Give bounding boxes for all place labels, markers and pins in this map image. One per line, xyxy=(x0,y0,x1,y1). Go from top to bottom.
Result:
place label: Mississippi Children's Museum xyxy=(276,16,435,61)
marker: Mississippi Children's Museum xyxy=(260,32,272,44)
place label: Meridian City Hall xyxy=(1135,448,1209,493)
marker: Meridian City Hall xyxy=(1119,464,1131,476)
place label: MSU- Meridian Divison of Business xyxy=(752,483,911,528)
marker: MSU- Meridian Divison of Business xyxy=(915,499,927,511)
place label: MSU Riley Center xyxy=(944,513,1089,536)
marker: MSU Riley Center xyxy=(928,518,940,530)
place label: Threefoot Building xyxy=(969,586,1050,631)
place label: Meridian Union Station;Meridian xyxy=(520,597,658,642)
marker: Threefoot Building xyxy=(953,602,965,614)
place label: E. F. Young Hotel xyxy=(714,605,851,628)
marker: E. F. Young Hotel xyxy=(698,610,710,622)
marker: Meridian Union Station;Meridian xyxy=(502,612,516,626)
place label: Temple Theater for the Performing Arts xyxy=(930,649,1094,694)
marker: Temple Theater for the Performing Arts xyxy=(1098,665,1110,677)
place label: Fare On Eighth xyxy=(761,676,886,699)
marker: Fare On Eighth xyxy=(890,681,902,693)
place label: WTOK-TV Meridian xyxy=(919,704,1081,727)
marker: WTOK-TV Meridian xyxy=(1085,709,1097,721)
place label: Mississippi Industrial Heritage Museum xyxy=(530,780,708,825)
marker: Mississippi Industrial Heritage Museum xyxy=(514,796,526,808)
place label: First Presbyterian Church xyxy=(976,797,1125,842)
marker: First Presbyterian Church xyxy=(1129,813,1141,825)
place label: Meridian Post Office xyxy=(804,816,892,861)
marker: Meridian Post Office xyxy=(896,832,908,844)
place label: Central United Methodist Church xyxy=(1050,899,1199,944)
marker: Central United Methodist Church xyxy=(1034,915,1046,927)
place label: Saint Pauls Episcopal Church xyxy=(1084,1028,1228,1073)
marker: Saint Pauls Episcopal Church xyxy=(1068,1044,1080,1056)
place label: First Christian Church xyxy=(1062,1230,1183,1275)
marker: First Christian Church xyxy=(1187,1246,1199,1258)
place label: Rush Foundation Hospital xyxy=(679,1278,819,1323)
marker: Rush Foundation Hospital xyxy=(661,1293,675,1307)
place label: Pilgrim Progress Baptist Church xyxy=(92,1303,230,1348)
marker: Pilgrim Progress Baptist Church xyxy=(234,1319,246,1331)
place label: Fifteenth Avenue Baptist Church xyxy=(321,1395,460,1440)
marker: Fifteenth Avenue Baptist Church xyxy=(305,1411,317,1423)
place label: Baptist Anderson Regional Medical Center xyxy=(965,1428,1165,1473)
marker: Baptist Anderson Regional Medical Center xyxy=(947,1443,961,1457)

- - - - -

TASK
Copy out each line of the data that includes the string "Christian".

TASK SOLUTION
place label: First Christian Church xyxy=(1062,1230,1183,1275)
marker: First Christian Church xyxy=(1187,1246,1199,1258)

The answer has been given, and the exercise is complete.